At this point it would be up to the NATS team to decide what the priorities would be in terms of async support:

  1. The first option is to just carry on with current approach. If this is the case, as a user, I would prefer that the README and project scope is revisited to warn users about gotchas: concurrency caps, partial support of Drop trait where user has to manage subscriptions manually, etc. This would be more honest and sets the right expectations for new users. Otherwise I’d be surprised if a new github issue about async is not created every month by a user who gets caught by this

  2. Rewrite the async module taking something like the Redis crate as inspiration. For what I can tell the Redis crate is extremely similar to Nats: no serialization, no big CPU operations and a lot of connection management and network IO operations. This would be the ideal scenario from the user’s perspective. It’s also the biggest amount of work

  3. If resources are limited, do like (2) but focus only on one runtime like Tokio. I think this could be a good compromise for now. With the right abstractions, support for other runtimes could be planned in the long term or left for community contributions.

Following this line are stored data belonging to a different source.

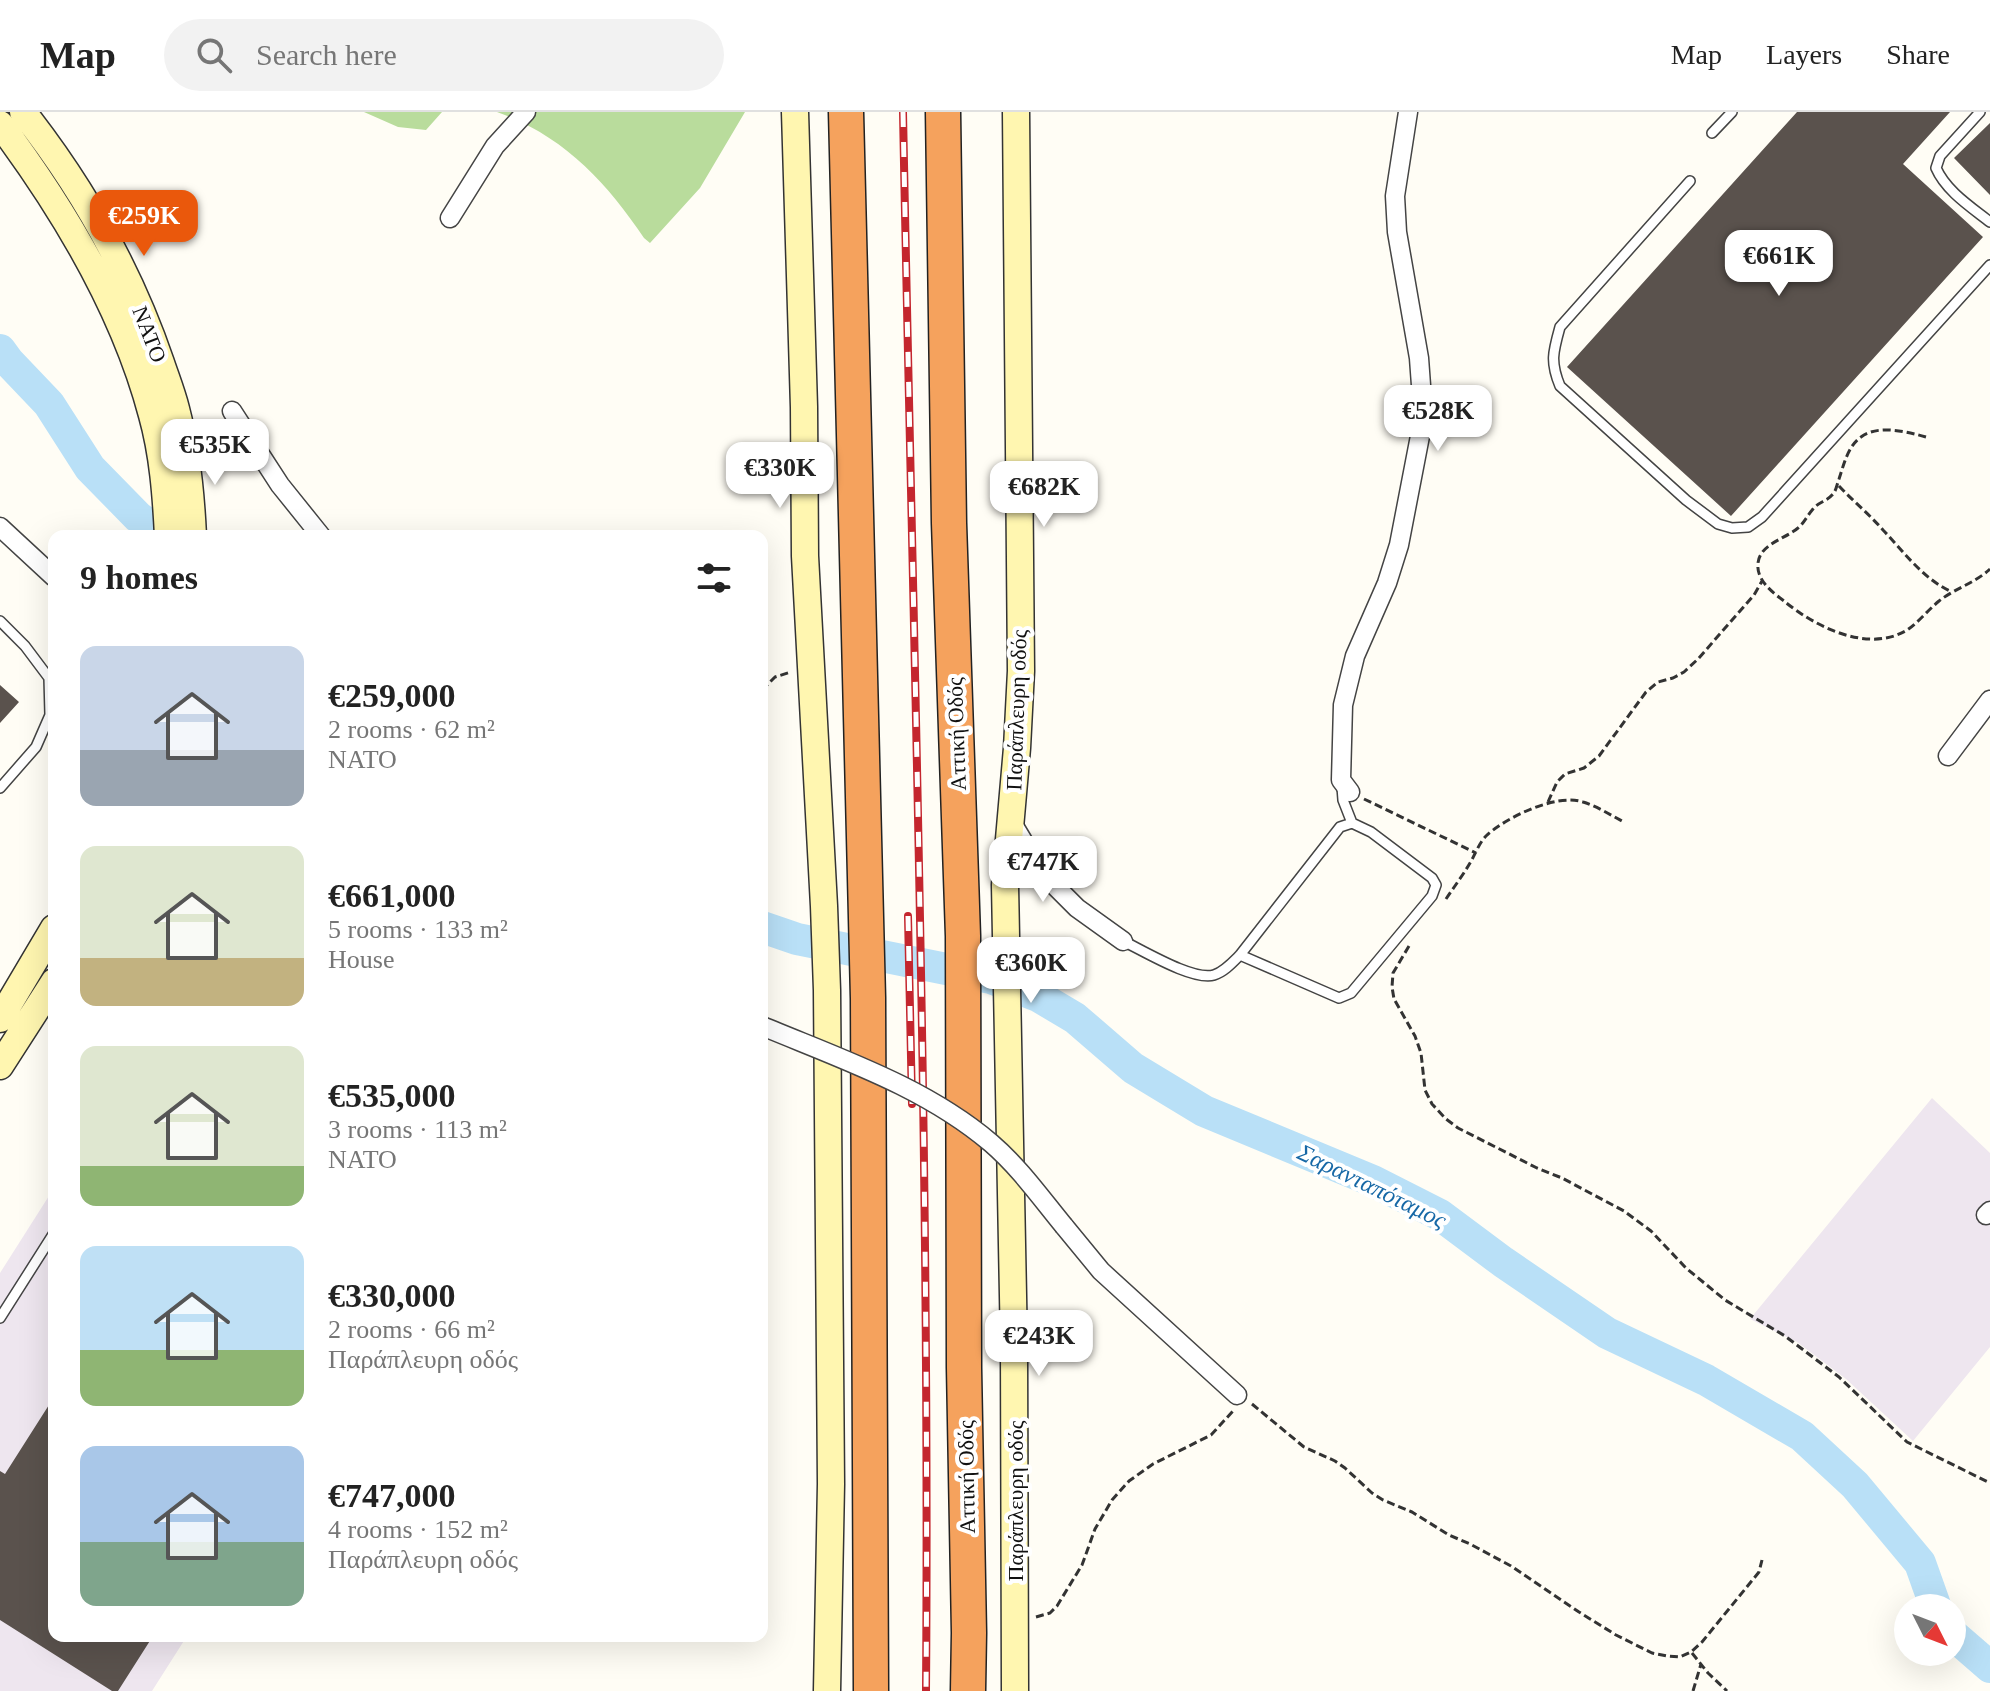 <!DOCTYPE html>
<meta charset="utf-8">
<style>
:root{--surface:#fff;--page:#f2f2f2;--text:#222;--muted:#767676;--line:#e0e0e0;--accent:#ea580c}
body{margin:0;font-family:Georgia,serif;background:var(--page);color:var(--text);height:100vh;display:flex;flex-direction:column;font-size:30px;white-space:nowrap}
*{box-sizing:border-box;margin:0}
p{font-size:26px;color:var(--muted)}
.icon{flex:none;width:44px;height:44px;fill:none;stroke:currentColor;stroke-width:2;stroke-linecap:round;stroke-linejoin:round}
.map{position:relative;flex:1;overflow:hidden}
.side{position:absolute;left:48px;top:418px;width:720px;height:1112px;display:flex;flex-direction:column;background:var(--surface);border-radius:16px;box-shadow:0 8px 32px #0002}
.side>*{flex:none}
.needle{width:52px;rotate:132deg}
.buttons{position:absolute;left:1894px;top:1482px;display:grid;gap:16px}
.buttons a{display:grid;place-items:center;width:72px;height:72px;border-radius:50%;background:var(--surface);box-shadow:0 8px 32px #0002;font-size:40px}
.price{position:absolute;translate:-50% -68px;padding:0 18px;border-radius:16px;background:#fff;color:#222;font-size:26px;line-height:52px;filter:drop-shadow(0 2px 4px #0008)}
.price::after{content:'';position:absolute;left:50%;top:48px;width:24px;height:18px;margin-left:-12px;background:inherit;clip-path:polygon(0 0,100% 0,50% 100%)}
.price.selected{background:var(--accent);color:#fff}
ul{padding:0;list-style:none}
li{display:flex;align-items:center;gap:24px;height:200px;padding:0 32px}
li span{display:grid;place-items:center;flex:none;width:224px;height:160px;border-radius:16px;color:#555}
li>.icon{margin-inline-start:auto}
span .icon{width:96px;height:96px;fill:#fffc;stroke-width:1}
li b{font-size:34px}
h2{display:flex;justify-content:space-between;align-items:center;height:96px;padding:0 32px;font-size:34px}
header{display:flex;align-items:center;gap:48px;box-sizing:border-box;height:112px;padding:0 40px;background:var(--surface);border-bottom:2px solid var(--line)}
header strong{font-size:38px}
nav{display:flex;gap:44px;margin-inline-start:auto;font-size:28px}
.search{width:560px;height:72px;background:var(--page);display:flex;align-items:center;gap:20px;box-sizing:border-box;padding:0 28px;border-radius:44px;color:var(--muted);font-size:30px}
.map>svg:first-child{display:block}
</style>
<header>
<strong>Map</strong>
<div class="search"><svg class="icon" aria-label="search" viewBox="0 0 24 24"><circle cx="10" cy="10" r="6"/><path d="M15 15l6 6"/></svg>Search here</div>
<nav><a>Map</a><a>Layers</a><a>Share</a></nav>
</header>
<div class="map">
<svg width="1990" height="1579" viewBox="0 0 1990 1579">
<rect width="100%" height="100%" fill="#fffdf5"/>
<!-- industrial -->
<path fill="#eee6ef" d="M1932,986L1990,1041V1235L1913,1329L1846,1267L1797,1230L1750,1207Z
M54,1076V1524H187L152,1579H0V1161Z"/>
<!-- forest -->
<path fill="#b9dc9c" d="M364,0H442L426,18L398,15Z
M497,0H745L700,76L650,131L644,126C606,69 562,23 497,0Z"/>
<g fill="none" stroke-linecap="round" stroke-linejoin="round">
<!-- river -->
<path stroke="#b9e0f7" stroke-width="32" d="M0,238L8,249L49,292L90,356L138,405L165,424
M762,815L797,827L991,866L1038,884L1075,906L1133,956L1204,999L1373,1069L1440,1103L1503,1150L1607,1221L1706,1268L1802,1324L1855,1373L1920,1451L1936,1496
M1952,1522L1990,1555"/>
</g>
<!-- building -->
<path fill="#5a524d" d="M1797,0H1950L1903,52L1983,125L1731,404L1567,255Z
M1990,11V83L1954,46Z
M0,573L19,590L0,611Z
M54,1285V1524H153L118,1579H112L0,1508V1359L5,1362Z"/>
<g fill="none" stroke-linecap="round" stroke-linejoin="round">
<!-- lane casing -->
<g stroke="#444" stroke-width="12">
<path id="lane" d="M1980,0L1940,44L1936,56C1946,79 1971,95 1990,110
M1712,21L1732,0
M1690,69L1560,215C1553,240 1550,250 1560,274L1686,388L1718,412L1732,416L1748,415L1762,405L1990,153
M0,509L25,534L49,566L50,603L36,635L0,676
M1123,829C1144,839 1193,869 1214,863C1224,860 1233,850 1240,843L1340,715L1352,711
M1240,843L1339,886L1351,881L1432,784L1436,773L1432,766L1371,720L1352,711L1343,688L1342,675
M0,1206L54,1121"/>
</g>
<!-- street casing -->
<g stroke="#444" stroke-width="21">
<path id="street" d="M450,106L495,34L526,0
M232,299L280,373L321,424
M0,415L54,465
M1948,644L1990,588
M1350,680L1341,668L1343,593L1355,544L1387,471L1399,433L1420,324L1422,287L1419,246L1397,120L1395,84L1408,0
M1011,709L1042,761L1077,796L1123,829
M1986,1103L1990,1099
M1064,1114L1101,1159L1237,1283"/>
</g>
<!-- secondary casing -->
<g stroke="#333" stroke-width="29">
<path id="secondary" d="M23,0C82,75 130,160 161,251C166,266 172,281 176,297C187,339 191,381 193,424
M795,0L804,295L805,444L824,794L827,878L831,1372L827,1579
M0,12C65,99 124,197 152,303C163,342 166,384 168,424
M0,907L54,816
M0,954L54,870
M1015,1579L1014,1235L1005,773L1017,636L1021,559L1016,0"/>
</g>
<!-- highway casing -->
<g stroke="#222" stroke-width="37">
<path id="highway" d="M846,0L868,886L871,1579
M943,0L949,411L963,824L964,1256L969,1521L968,1579"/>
</g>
<!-- path -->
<path stroke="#333" stroke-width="3" stroke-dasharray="8 4" stroke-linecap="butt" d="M1926,325C1908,320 1878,312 1861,325C1848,334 1844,352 1839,367C1837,372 1836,380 1832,383C1827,389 1817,391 1813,397C1807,404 1804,411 1798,416C1785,427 1760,432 1758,451C1756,468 1772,480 1784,489C1814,514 1868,542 1907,518C1919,510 1928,498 1939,489C1954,477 1975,471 1990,457
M1839,374C1853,389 1869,402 1883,418C1904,440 1923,467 1952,480
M762,578L775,565L791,560
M1364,687L1476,741
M1548,690L1557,670L1565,662L1584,656L1599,644L1646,580L1658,570L1673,566L1684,560L1698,547L1754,483L1762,469
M1446,787C1454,775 1463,763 1470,751C1475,743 1479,731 1486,724C1505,706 1556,681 1583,690C1596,694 1609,702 1622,709
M1409,834L1393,861L1392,875L1394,887L1415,924L1421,941L1425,978L1432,992L1446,1007L1458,1016L1537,1056L1562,1066L1624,1099L1651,1119L1686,1156L1725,1188L1785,1224L1839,1265L1907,1330L1990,1371
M1252,1292L1304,1335L1335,1349L1345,1356L1372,1381L1383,1388L1412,1400L1449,1423L1470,1432L1511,1454L1579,1500L1616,1523L1652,1541L1667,1544L1680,1545L1691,1540L1702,1530L1759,1460L1762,1448
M1036,1505L1050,1501L1057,1494L1082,1453L1095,1417L1112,1388L1129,1369L1153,1352L1211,1323L1233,1299
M1692,1541L1708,1561L1727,1579
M1693,1579L1701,1552"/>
<!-- lane -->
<use href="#lane" stroke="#fff" stroke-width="9"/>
<!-- street -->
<use href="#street" stroke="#fff" stroke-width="18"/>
<!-- secondary -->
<use href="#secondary" stroke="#fff6b0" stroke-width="26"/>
<!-- highway -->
<use href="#highway" stroke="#f5a25d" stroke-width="34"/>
<!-- rail casing -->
<g stroke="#c4262e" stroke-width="8">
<path id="rail" d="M903,0C913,526 930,1053 926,1579
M908,804L912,992"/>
</g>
<!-- rail -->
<use href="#rail" stroke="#fff" stroke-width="5" stroke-dasharray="15" stroke-linecap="butt"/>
<!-- street-bridge casing -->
<g stroke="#444" stroke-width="21" stroke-linecap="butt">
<path id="street-bridge" d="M762,914C841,947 925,975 991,1031C1019,1055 1041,1086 1064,1114"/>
</g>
<!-- street-bridge -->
<use href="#street-bridge" stroke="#fff" stroke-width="18"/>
</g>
<g text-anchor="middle" stroke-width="8" stroke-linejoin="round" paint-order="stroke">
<!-- street labels -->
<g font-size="22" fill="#111" stroke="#fff">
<text transform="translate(150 222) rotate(69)" y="8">ΝΑΤΟ</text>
<text transform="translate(1016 598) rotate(-88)" y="8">Παράπλευρη οδός</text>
<text transform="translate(956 622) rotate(-92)" y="8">Αττική Οδός</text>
<text transform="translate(966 1365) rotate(-91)" y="8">Αττική Οδός</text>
<text transform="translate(1015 1389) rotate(-90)" y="8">Παράπλευρη οδός</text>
</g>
<!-- water labels -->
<g font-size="24" font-style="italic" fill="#1768a6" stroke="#fff">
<text transform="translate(1372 1074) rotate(26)" y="8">Σαρανταπόταμος</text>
</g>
</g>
</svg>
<div class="buttons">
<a><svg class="needle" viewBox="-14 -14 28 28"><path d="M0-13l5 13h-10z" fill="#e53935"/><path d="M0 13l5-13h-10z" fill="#767676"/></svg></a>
</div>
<b class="price selected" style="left:144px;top:146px">€259K</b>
<b class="price" style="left:1779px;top:186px">€661K</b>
<b class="price" style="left:1438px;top:341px">€528K</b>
<b class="price" style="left:215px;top:375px">€535K</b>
<b class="price" style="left:780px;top:398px">€330K</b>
<b class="price" style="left:1044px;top:417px">€682K</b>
<b class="price" style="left:1043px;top:792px">€747K</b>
<b class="price" style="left:1031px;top:893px">€360K</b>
<b class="price" style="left:1039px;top:1266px">€243K</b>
<section class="side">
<h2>9 homes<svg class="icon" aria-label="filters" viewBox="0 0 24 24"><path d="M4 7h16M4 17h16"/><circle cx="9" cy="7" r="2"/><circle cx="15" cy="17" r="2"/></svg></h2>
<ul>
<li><span style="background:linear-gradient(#c9d6e8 65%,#9aa5b1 0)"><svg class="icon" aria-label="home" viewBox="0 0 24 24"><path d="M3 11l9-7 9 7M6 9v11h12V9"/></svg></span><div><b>€259,000</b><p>2 rooms · 62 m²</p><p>ΝΑΤΟ</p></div></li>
<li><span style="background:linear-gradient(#dfe7d0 70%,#c2b280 0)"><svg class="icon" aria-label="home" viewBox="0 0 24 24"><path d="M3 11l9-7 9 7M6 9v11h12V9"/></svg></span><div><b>€661,000</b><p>5 rooms · 133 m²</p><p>House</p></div></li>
<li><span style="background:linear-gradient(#dfe7d0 75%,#8fb573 0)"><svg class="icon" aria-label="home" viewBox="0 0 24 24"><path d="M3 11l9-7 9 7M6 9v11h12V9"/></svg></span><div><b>€535,000</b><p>3 rooms · 113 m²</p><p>ΝΑΤΟ</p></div></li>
<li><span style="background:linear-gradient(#bfe0f5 65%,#8fb573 0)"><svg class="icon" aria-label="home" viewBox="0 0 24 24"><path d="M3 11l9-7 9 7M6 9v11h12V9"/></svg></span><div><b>€330,000</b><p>2 rooms · 66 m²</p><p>Παράπλευρη οδός</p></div></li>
<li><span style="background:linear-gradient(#a9c7e8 60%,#7fa58c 0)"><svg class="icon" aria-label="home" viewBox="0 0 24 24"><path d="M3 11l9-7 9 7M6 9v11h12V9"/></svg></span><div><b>€747,000</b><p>4 rooms · 152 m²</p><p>Παράπλευρη οδός</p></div></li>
</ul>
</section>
</div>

Ideally nats would be totally runtime agnostic, but it’s unfortunately still very difficult to write good runtime-agnostic libraries (see https://github.com/rust-lang/wg-async-foundations/issues/45). It’s especially difficult when timers and networking are involved and you want good performance.

I believe currently the best approach for high performance libraries is to create an abstraction over a few of the most popular runtimes and let the user choose one via feature flags.

See for example, the Redis crate, which I believe has pretty similar needs. It defines a RedisRuntime trait and provides implementations of that trait for Tokio and Async-std:

https://github.com/mitsuhiko/redis-rs/blob/ca5019dbe76cc56c93eaecb5721de8fcf74d1641/src/aio.rs#L55

Tokio is by far the most prolific async runtime, so a Tokio implementation would definitely be the place to start.

@Owez Let us know if you have any issues with new async based client…

0.15.2 addresses https://github.com/nats-io/nats.rs/issues/213, but not this. There is still a hidden limit of 500 outstanding async operations, at which point any further calls to async functions will block forever. I believe this should be re-opened.

FWIW, I would support a rewrite/refactorization to have an async-native version of the nats crate. In my use case I don’t think I’ll hit the limit, but we deal with very sensitive information (I am working in the HIS of the hospital I work for), so we need the maximum reliability and performance.

In order to reduce the maintenance burden, there’s also the possibility of building the sync crate as a facade to the async one (i.e, the opposite you’ve done). There are some crates that follow that strategy.